◆ GIVEN ENTRIES
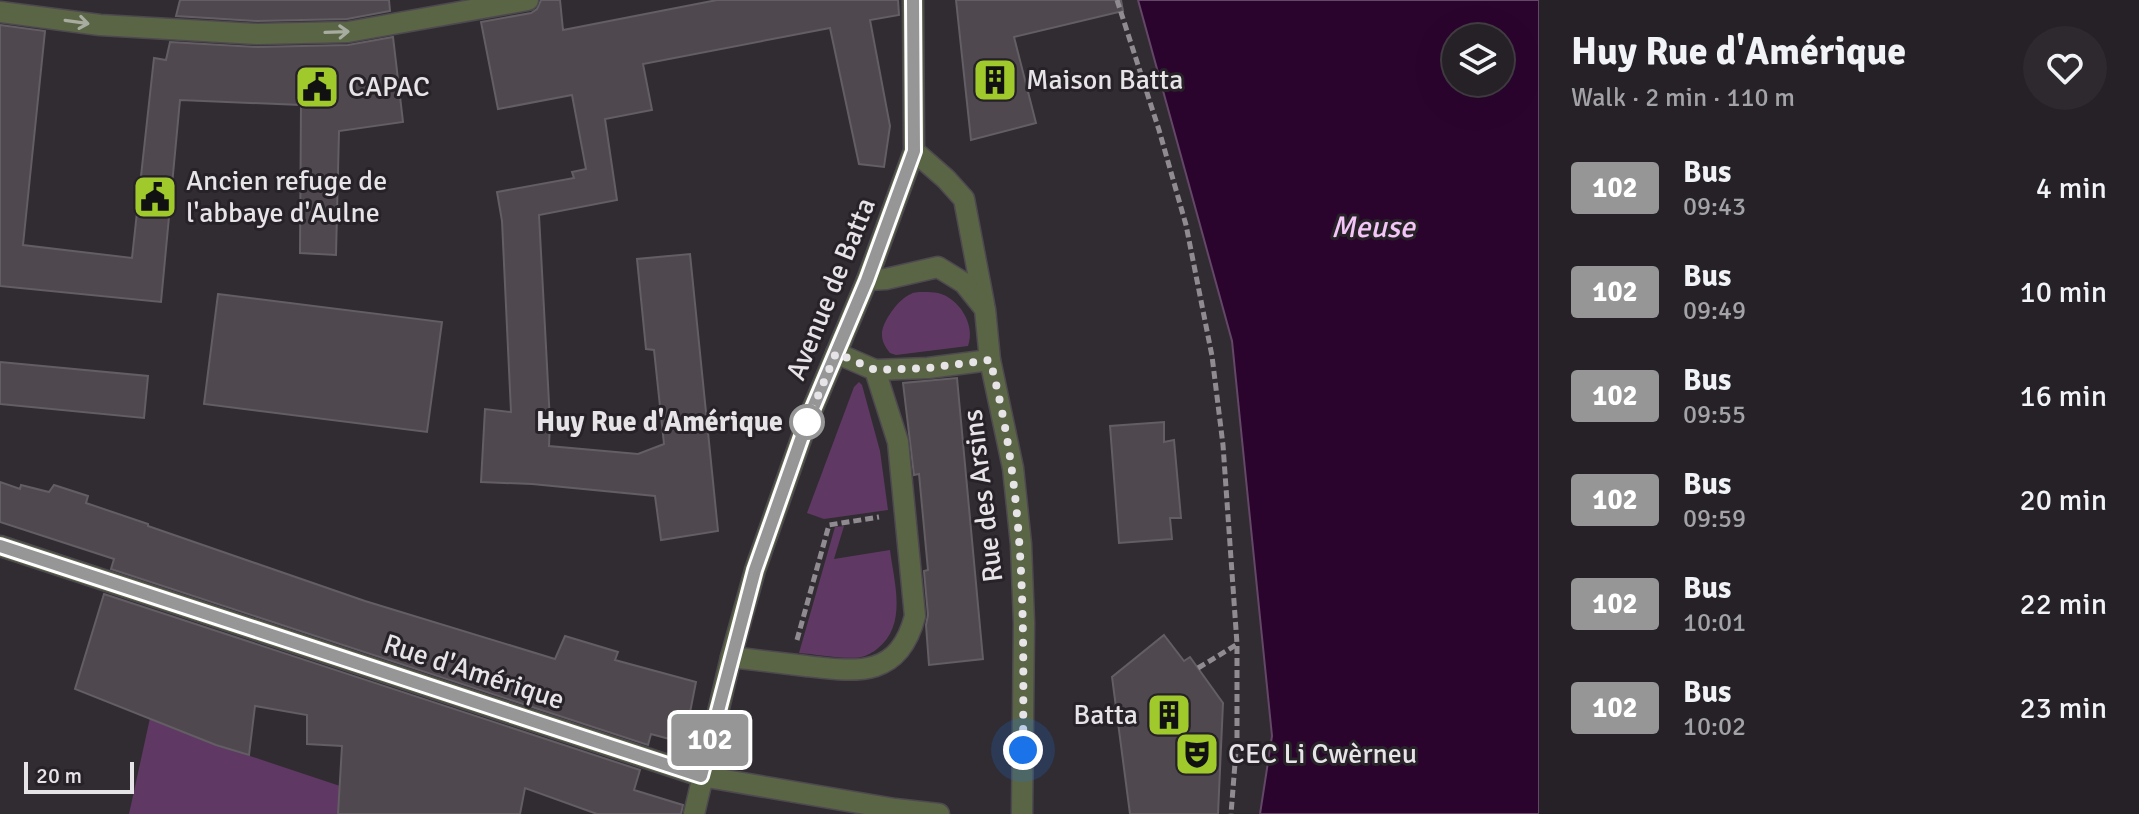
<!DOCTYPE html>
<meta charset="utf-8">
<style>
body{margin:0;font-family:Signika,sans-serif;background:#2d292e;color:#f1f3f6;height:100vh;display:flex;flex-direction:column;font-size:30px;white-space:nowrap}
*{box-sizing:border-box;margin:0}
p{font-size:26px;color:#a3a3a7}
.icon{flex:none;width:44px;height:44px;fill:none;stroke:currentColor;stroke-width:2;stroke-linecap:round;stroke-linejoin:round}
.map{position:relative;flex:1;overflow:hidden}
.details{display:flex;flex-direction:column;background:#252126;width:600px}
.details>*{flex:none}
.badge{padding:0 16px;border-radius:6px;font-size:28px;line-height:52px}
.fabs{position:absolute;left:1442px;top:24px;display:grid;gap:16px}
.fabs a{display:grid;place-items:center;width:72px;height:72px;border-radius:50%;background:#252126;box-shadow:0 8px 32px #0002,0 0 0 2px #423e43;font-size:40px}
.scale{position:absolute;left:24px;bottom:20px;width:110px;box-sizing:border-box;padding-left:8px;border:4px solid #e7e4e8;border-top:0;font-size:22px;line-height:28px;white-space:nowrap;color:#e7e4e8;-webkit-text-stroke:6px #272228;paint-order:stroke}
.you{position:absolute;width:40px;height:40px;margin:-20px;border:6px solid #fff;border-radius:50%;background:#1a73e8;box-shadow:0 0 0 12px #1a73e833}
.map>.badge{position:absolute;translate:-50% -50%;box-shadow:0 0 0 4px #fff}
.round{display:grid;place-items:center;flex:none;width:84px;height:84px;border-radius:42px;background:#2d292e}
.headline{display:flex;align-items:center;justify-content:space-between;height:136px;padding:0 32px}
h1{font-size:38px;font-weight:800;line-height:60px}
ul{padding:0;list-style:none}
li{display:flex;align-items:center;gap:24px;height:104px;padding:0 32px}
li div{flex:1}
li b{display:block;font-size:30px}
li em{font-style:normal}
li .badge{min-width:88px;font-weight:700;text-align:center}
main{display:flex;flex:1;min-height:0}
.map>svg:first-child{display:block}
.green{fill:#5f3963}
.water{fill:#2b042e;stroke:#634766;stroke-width:2;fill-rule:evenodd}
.building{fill:#4f494f;stroke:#635d64;stroke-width:2}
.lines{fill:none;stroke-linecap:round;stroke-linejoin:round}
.minor-casing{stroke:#4e494f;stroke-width:23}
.path{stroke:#8f8b90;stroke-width:5;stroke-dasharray:8 4;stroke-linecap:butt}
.minor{stroke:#5a6546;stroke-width:20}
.oneway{stroke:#a8ab9f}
.line-casing{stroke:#fff;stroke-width:18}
.line{stroke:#969696;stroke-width:12}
.walk{stroke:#e7e4e8;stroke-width:8;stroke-dasharray:0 14.4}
.stop-dot{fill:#fff;stroke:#969696;stroke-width:4}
.labels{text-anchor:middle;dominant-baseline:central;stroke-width:6;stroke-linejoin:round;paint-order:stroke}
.poi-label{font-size:28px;fill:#e7e4e8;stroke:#272228;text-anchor:start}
.street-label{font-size:28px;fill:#e7e4e8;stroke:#272228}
.stop-label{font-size:28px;font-weight:bold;fill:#e7e4e8;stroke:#272228;text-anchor:end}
.water-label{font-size:30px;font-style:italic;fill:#f4c5f7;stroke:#272228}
</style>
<main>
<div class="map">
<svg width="1539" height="814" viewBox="0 0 1539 814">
<rect width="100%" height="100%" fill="#312c32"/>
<g class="green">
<path d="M924 292C929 292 933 292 938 293 959 298 976 325 968 346L896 355 890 353C886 348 882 342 882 335 881 323 899 298 911 294 914 292 920 292 924 292Z"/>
<path d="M859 382 862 385 880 451 888 510 824 519 807 513 854 387Z"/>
<path d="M844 526 834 559 890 550C894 583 908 625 877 649 873 652 867 656 861 657 846 660 815 654 799 653L835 527Z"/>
<path d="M150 718 217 745 340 786 338 814H129Z"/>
</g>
<path class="water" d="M1138 0H1539V814H1260L1272 736 1232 341ZM1456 38H1500V82H1456Z"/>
<g class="building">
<path d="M180 0H389L390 11 347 19 257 21 176 16Z"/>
<path d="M541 0H560L563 30 717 0H898L899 15 870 20 890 126 884 167 859 164 830 28 643 64 652 110 605 119 617 200 539 215 550 422 549 446 638 454 664 444 654 350 646 349 637 259 690 254 718 531 661 540 655 496 532 484 481 482 485 409 511 412 502 221 497 192 574 178 572 172 586 169 572 95 498 109 481 22 531 13 537 9Z"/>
<path d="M956 0H1121L1123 11 1014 37 1036 123 971 140Z"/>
<path d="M0 25 45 31 23 245 132 258 154 58 166 60 170 42 257 47 348 45 393 37 403 122 339 131 336 255 300 253 301 105 180 100 161 302 0 286Z"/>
<path d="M218 294 442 322 427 432 204 404Z"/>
<path d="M0 362 148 376 144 418 0 404Z"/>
<path d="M957 378 983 659 929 665 926 625 928 615 924 571 928 570 919 474 914 475 903 383Z"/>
<path d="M1164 422V442L1174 440 1181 518H1170L1172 539 1119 543 1110 426Z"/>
<path d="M0 482 20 489 21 485 49 492 54 485 88 496 86 503 148 524V526L365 601 555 659 565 636 618 652 615 660 696 682 684 743 651 734 648 745 111 569 114 559 0 522Z"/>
<path d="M104 594 640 770 634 790 683 805 681 814H597L525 788 520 814H338L342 746 307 744V715L255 706 249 755 216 745 75 689Z"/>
<path d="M1164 635 1184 661 1190 657 1223 703 1218 814H1130L1112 677Z"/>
</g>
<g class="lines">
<g class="minor-casing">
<g id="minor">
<path d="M0 12 100 25 257 34 348 32 528 0"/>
<path d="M914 151 946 179 964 199 984 304"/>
<path d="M867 280 886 279 938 267 964 283 985 309 990 360 1013 468 1021 544 1024 623 1022 814"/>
<path d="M836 353 875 370 928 368 990 360"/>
<path d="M0 546 701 776 895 809 939 814"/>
<path d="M731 657C756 660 781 663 806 666 858 672 899 678 915 616L898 442 875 370"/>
<path d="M694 814 731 657 755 570 807 422 867 280 914 151 913 0"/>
</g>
</g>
<g class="path">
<path d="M1117 0 1159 130 1186 225 1212 356 1223 445 1237 644V738L1231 814"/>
<path d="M797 640 829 525 879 517"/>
<path d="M1198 668 1236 645"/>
</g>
<use href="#minor" class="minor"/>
</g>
<defs><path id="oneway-shaft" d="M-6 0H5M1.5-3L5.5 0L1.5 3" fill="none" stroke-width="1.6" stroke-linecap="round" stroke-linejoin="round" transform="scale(2)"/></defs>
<g class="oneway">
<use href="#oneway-shaft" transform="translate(77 22) rotate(8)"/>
<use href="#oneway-shaft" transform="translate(337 32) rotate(-2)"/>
</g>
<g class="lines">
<g class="line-casing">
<path id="line" d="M0 546 701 776 755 570 807 422 867 280 914 151 913 0"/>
</g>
<use href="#line" class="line"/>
<path class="walk" d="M807 422 836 353 875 370 928 368 990 360C1025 492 1024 615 1023 750"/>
</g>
<defs>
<g id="building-square" transform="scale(2.3)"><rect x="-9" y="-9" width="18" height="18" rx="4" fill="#a0ca2c" stroke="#272228"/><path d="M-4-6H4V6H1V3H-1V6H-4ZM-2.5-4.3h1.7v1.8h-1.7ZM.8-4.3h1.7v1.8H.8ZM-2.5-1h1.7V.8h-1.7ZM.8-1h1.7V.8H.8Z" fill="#111"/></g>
<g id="civic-square" transform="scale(2.3)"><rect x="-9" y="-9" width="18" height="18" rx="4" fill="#a0ca2c" stroke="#272228"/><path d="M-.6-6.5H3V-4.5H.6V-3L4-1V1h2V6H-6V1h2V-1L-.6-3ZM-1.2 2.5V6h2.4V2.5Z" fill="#111"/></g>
<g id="theatre-square" transform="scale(2.3)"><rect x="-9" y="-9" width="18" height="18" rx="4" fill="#a0ca2c" stroke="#272228"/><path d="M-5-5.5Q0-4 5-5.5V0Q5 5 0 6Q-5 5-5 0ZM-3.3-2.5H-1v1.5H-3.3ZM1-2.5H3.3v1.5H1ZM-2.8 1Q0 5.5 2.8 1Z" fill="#111"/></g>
</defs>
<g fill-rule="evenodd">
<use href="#building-square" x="995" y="80"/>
<use href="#civic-square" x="317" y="87"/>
<use href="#civic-square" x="155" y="197"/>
<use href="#building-square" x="1169" y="715"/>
<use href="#theatre-square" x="1197" y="754"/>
</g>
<circle class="stop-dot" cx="807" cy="422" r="16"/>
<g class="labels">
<g class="poi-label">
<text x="1026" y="80">Maison Batta</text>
<text x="348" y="87">CAPAC</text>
<text x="186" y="181">Ancien refuge de<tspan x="186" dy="32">l'abbaye d'Aulne</tspan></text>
<text x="1138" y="715" text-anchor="end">Batta</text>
<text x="1228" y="754">CEC Li Cwèrneu</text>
</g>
<g class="street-label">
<text transform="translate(831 289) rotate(-68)">Avenue de Batta</text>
<text transform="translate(983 496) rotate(-97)">Rue des Arsins</text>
<text transform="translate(474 672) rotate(18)">Rue d'Amérique</text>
</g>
<g class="stop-label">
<text x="783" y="422">Huy Rue d'Amérique</text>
</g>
<g class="water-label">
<text x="1373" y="227">Meuse</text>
</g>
</g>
</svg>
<div class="fabs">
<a><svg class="icon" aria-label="layers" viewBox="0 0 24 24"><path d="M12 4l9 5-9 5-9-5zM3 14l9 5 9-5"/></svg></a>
</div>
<div class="scale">20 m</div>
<div class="you" style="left:1023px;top:750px"></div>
<b class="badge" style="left:710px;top:740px;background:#969696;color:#fff">102</b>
</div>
<section class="details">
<div class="headline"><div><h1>Huy Rue d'Amérique</h1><p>Walk · 2 min · 110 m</p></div><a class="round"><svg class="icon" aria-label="heart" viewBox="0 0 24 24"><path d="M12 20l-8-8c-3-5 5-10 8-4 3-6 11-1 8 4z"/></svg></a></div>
<ul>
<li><span class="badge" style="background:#969696;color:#fff">102</span><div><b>Bus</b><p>09:43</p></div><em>4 min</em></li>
<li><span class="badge" style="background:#969696;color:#fff">102</span><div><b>Bus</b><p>09:49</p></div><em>10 min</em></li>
<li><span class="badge" style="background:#969696;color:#fff">102</span><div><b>Bus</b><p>09:55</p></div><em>16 min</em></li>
<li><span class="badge" style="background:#969696;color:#fff">102</span><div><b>Bus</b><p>09:59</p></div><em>20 min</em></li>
<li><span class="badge" style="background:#969696;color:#fff">102</span><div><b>Bus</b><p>10:01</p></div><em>22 min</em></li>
<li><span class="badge" style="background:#969696;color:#fff">102</span><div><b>Bus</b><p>10:02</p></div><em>23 min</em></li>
</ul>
</section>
</main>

◆ PROBLEM REQUIREMENTS
Go to the line holding "4l9 5-9 5-9-5zM3" in the entries above and return it, along with every line after it, exactly as written.

◆ WORKED SOLUTION
<a><svg class="icon" aria-label="layers" viewBox="0 0 24 24"><path d="M12 4l9 5-9 5-9-5zM3 14l9 5 9-5"/></svg></a>
</div>
<div class="scale">20 m</div>
<div class="you" style="left:1023px;top:750px"></div>
<b class="badge" style="left:710px;top:740px;background:#969696;color:#fff">102</b>
</div>
<section class="details">
<div class="headline"><div><h1>Huy Rue d'Amérique</h1><p>Walk · 2 min · 110 m</p></div><a class="round"><svg class="icon" aria-label="heart" viewBox="0 0 24 24"><path d="M12 20l-8-8c-3-5 5-10 8-4 3-6 11-1 8 4z"/></svg></a></div>
<ul>
<li><span class="badge" style="background:#969696;color:#fff">102</span><div><b>Bus</b><p>09:43</p></div><em>4 min</em></li>
<li><span class="badge" style="background:#969696;color:#fff">102</span><div><b>Bus</b><p>09:49</p></div><em>10 min</em></li>
<li><span class="badge" style="background:#969696;color:#fff">102</span><div><b>Bus</b><p>09:55</p></div><em>16 min</em></li>
<li><span class="badge" style="background:#969696;color:#fff">102</span><div><b>Bus</b><p>09:59</p></div><em>20 min</em></li>
<li><span class="badge" style="background:#969696;color:#fff">102</span><div><b>Bus</b><p>10:01</p></div><em>22 min</em></li>
<li><span class="badge" style="background:#969696;color:#fff">102</span><div><b>Bus</b><p>10:02</p></div><em>23 min</em></li>
</ul>
</section>
</main>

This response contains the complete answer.